▸ Task to complete
Leave every picture out. Set down all the lines below exactly.

Dataset excerpt: Begin

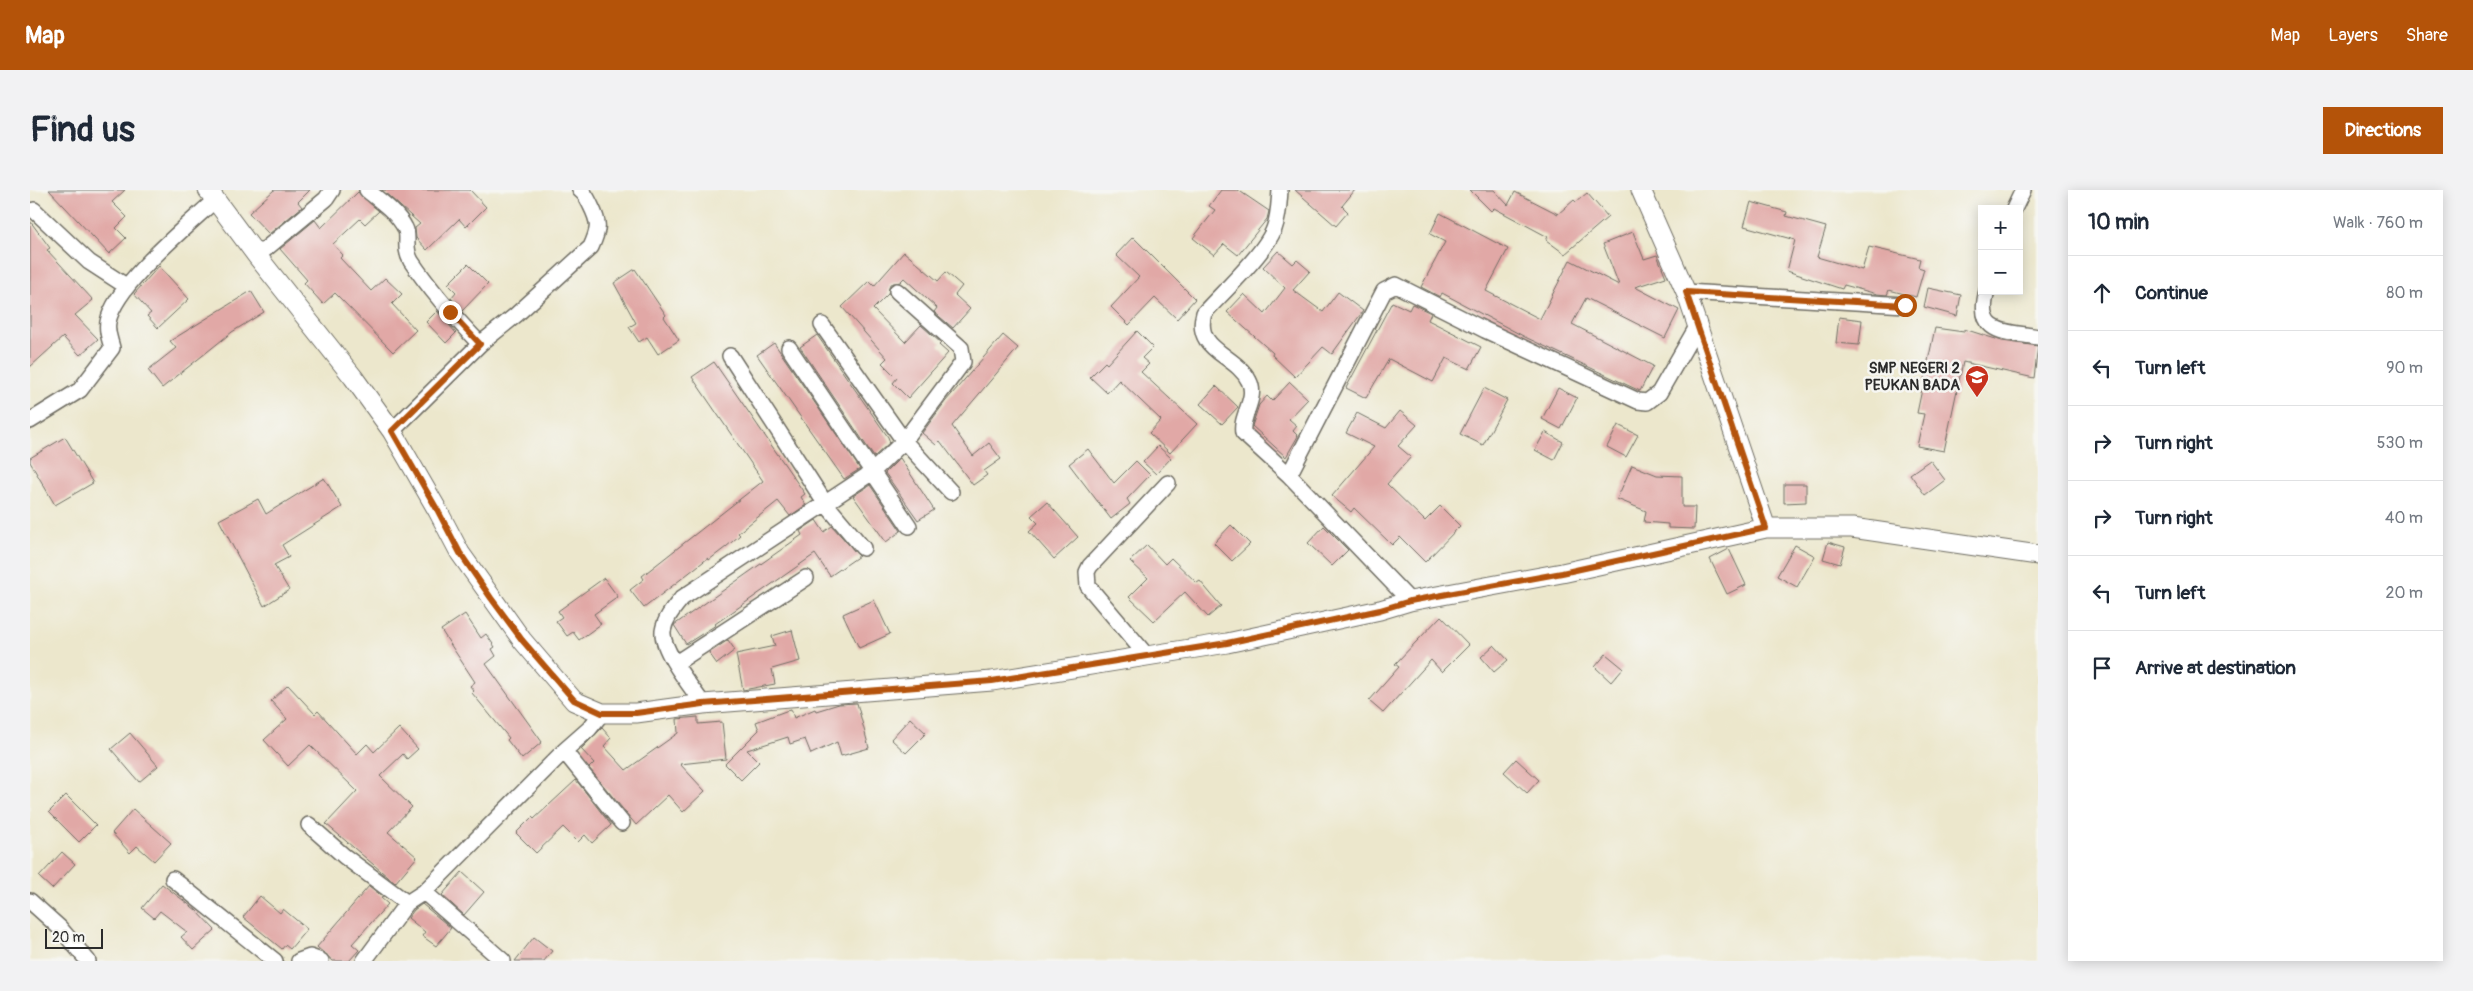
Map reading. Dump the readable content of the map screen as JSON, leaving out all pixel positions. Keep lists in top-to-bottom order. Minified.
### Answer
{"places":{"school or university":["SMP NEGERI 2 PEUKAN BADA"]},"scale_bar":"20 m","page":{"header":"Map","nav":["Map","Layers","Share"],"buttons":"Directions","title":"Find us","heading":["10 min","Walk · 760 m"],"map_buttons":["+","−"],"list":[["Continue","80 m"],["Turn left","90 m"],["Turn right","530 m"],["Turn right","40 m"],["Turn left","20 m"],"Arrive at destination"],"scale":"20 m"}}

Dataset excerpt: End

▸ Solution below
Map reading. Dump the readable content of the map screen as JSON, leaving out all pixel positions. Keep lists in top-to-bottom order. Minified.
### Answer
{"places":{"school or university":["SMP NEGERI 2 PEUKAN BADA"]},"scale_bar":"20 m","page":{"header":"Map","nav":["Map","Layers","Share"],"buttons":"Directions","title":"Find us","heading":["10 min","Walk · 760 m"],"map_buttons":["+","−"],"list":[["Continue","80 m"],["Turn left","90 m"],["Turn right","530 m"],["Turn right","40 m"],["Turn left","20 m"],"Arrive at destination"],"scale":"20 m"}}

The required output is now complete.